REQUIREMENT:
Would you write the data out once more, exactly as it is?
::::
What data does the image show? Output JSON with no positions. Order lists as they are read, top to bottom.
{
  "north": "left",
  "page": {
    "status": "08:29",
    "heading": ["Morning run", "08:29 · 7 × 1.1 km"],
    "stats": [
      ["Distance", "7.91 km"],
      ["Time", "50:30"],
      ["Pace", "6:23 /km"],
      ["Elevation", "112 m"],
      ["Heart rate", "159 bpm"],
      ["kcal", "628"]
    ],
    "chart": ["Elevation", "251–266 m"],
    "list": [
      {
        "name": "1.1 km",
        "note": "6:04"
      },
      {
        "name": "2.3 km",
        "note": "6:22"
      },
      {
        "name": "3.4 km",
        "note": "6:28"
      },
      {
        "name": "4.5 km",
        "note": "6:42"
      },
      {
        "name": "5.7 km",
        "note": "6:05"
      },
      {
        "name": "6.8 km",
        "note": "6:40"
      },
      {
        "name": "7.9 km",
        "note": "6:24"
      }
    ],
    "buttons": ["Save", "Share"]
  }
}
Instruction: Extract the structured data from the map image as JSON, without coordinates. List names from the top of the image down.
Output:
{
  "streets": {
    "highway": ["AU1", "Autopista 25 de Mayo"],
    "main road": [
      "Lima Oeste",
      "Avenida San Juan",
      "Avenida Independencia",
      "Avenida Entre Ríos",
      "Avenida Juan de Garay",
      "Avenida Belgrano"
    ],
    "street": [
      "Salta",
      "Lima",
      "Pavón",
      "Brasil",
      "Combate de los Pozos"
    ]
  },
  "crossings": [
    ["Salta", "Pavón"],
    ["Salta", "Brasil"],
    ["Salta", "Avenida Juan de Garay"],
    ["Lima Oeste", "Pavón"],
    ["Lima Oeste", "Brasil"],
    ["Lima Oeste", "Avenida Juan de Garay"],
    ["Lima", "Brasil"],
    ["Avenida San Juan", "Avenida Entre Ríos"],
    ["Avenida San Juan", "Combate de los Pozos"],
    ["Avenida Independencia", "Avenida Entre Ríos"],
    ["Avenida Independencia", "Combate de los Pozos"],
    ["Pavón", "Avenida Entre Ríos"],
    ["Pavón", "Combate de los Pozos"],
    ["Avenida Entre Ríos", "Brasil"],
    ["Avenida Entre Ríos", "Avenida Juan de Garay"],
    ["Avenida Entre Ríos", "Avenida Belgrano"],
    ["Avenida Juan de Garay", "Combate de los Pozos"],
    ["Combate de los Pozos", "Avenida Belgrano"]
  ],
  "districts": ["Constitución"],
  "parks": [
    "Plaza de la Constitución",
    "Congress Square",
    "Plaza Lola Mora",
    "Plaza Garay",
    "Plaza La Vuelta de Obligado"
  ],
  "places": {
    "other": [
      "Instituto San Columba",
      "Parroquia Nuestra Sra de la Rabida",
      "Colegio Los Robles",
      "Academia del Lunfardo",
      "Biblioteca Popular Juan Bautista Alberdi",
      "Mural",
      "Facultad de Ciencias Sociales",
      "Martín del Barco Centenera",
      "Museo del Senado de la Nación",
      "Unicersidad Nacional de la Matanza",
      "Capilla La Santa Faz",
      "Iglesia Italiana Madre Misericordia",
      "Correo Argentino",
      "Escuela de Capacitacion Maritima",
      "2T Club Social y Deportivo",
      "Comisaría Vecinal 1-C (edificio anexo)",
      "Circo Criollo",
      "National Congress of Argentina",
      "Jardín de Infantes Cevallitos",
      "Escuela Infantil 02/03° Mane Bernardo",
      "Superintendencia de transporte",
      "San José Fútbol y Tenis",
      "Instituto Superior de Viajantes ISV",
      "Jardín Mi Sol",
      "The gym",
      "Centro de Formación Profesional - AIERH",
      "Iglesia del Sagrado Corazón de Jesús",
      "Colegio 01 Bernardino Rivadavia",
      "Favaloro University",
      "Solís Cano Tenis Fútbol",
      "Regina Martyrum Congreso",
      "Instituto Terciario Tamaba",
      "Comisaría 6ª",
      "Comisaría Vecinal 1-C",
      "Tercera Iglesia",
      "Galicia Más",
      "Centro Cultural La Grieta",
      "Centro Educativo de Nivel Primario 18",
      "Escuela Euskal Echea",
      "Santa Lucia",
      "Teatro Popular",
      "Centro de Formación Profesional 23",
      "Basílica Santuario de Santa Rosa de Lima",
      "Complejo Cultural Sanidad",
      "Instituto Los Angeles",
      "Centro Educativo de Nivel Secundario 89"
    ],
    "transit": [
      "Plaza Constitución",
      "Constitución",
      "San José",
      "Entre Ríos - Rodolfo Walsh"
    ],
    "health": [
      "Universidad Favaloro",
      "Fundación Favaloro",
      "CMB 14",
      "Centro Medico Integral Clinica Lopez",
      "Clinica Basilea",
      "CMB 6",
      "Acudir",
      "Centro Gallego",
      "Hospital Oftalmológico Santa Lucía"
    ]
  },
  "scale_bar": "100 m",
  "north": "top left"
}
::::
ANSWER SPACE:
What data does the image show? Output JSON with no positions. Order lists as they are read, top to bottom.
{
  "north": "left",
  "page": {
    "status": "08:29",
    "heading": ["Morning run", "08:29 · 7 × 1.1 km"],
    "stats": [
      ["Distance", "7.91 km"],
      ["Time", "50:30"],
      ["Pace", "6:23 /km"],
      ["Elevation", "112 m"],
      ["Heart rate", "159 bpm"],
      ["kcal", "628"]
    ],
    "chart": ["Elevation", "251–266 m"],
    "list": [
      {
        "name": "1.1 km",
        "note": "6:04"
      },
      {
        "name": "2.3 km",
        "note": "6:22"
      },
      {
        "name": "3.4 km",
        "note": "6:28"
      },
      {
        "name": "4.5 km",
        "note": "6:42"
      },
      {
        "name": "5.7 km",
        "note": "6:05"
      },
      {
        "name": "6.8 km",
        "note": "6:40"
      },
      {
        "name": "7.9 km",
        "note": "6:24"
      }
    ],
    "buttons": ["Save", "Share"]
  }
}
Instruction: Extract the structured data from the map image as JSON, without coordinates. List names from the top of the image down.
Output:
{
  "streets": {
    "highway": ["AU1", "Autopista 25 de Mayo"],
    "main road": [
      "Lima Oeste",
      "Avenida San Juan",
      "Avenida Independencia",
      "Avenida Entre Ríos",
      "Avenida Juan de Garay",
      "Avenida Belgrano"
    ],
    "street": [
      "Salta",
      "Lima",
      "Pavón",
      "Brasil",
      "Combate de los Pozos"
    ]
  },
  "crossings": [
    ["Salta", "Pavón"],
    ["Salta", "Brasil"],
    ["Salta", "Avenida Juan de Garay"],
    ["Lima Oeste", "Pavón"],
    ["Lima Oeste", "Brasil"],
    ["Lima Oeste", "Avenida Juan de Garay"],
    ["Lima", "Brasil"],
    ["Avenida San Juan", "Avenida Entre Ríos"],
    ["Avenida San Juan", "Combate de los Pozos"],
    ["Avenida Independencia", "Avenida Entre Ríos"],
    ["Avenida Independencia", "Combate de los Pozos"],
    ["Pavón", "Avenida Entre Ríos"],
    ["Pavón", "Combate de los Pozos"],
    ["Avenida Entre Ríos", "Brasil"],
    ["Avenida Entre Ríos", "Avenida Juan de Garay"],
    ["Avenida Entre Ríos", "Avenida Belgrano"],
    ["Avenida Juan de Garay", "Combate de los Pozos"],
    ["Combate de los Pozos", "Avenida Belgrano"]
  ],
  "districts": ["Constitución"],
  "parks": [
    "Plaza de la Constitución",
    "Congress Square",
    "Plaza Lola Mora",
    "Plaza Garay",
    "Plaza La Vuelta de Obligado"
  ],
  "places": {
    "other": [
      "Instituto San Columba",
      "Parroquia Nuestra Sra de la Rabida",
      "Colegio Los Robles",
      "Academia del Lunfardo",
      "Biblioteca Popular Juan Bautista Alberdi",
      "Mural",
      "Facultad de Ciencias Sociales",
      "Martín del Barco Centenera",
      "Museo del Senado de la Nación",
      "Unicersidad Nacional de la Matanza",
      "Capilla La Santa Faz",
      "Iglesia Italiana Madre Misericordia",
      "Correo Argentino",
      "Escuela de Capacitacion Maritima",
      "2T Club Social y Deportivo",
      "Comisaría Vecinal 1-C (edificio anexo)",
      "Circo Criollo",
      "National Congress of Argentina",
      "Jardín de Infantes Cevallitos",
      "Escuela Infantil 02/03° Mane Bernardo",
      "Superintendencia de transporte",
      "San José Fútbol y Tenis",
      "Instituto Superior de Viajantes ISV",
      "Jardín Mi Sol",
      "The gym",
      "Centro de Formación Profesional - AIERH",
      "Iglesia del Sagrado Corazón de Jesús",
      "Colegio 01 Bernardino Rivadavia",
      "Favaloro University",
      "Solís Cano Tenis Fútbol",
      "Regina Martyrum Congreso",
      "Instituto Terciario Tamaba",
      "Comisaría 6ª",
      "Comisaría Vecinal 1-C",
      "Tercera Iglesia",
      "Galicia Más",
      "Centro Cultural La Grieta",
      "Centro Educativo de Nivel Primario 18",
      "Escuela Euskal Echea",
      "Santa Lucia",
      "Teatro Popular",
      "Centro de Formación Profesional 23",
      "Basílica Santuario de Santa Rosa de Lima",
      "Complejo Cultural Sanidad",
      "Instituto Los Angeles",
      "Centro Educativo de Nivel Secundario 89"
    ],
    "transit": [
      "Plaza Constitución",
      "Constitución",
      "San José",
      "Entre Ríos - Rodolfo Walsh"
    ],
    "health": [
      "Universidad Favaloro",
      "Fundación Favaloro",
      "CMB 14",
      "Centro Medico Integral Clinica Lopez",
      "Clinica Basilea",
      "CMB 6",
      "Acudir",
      "Centro Gallego",
      "Hospital Oftalmológico Santa Lucía"
    ]
  },
  "scale_bar": "100 m",
  "north": "top left"
}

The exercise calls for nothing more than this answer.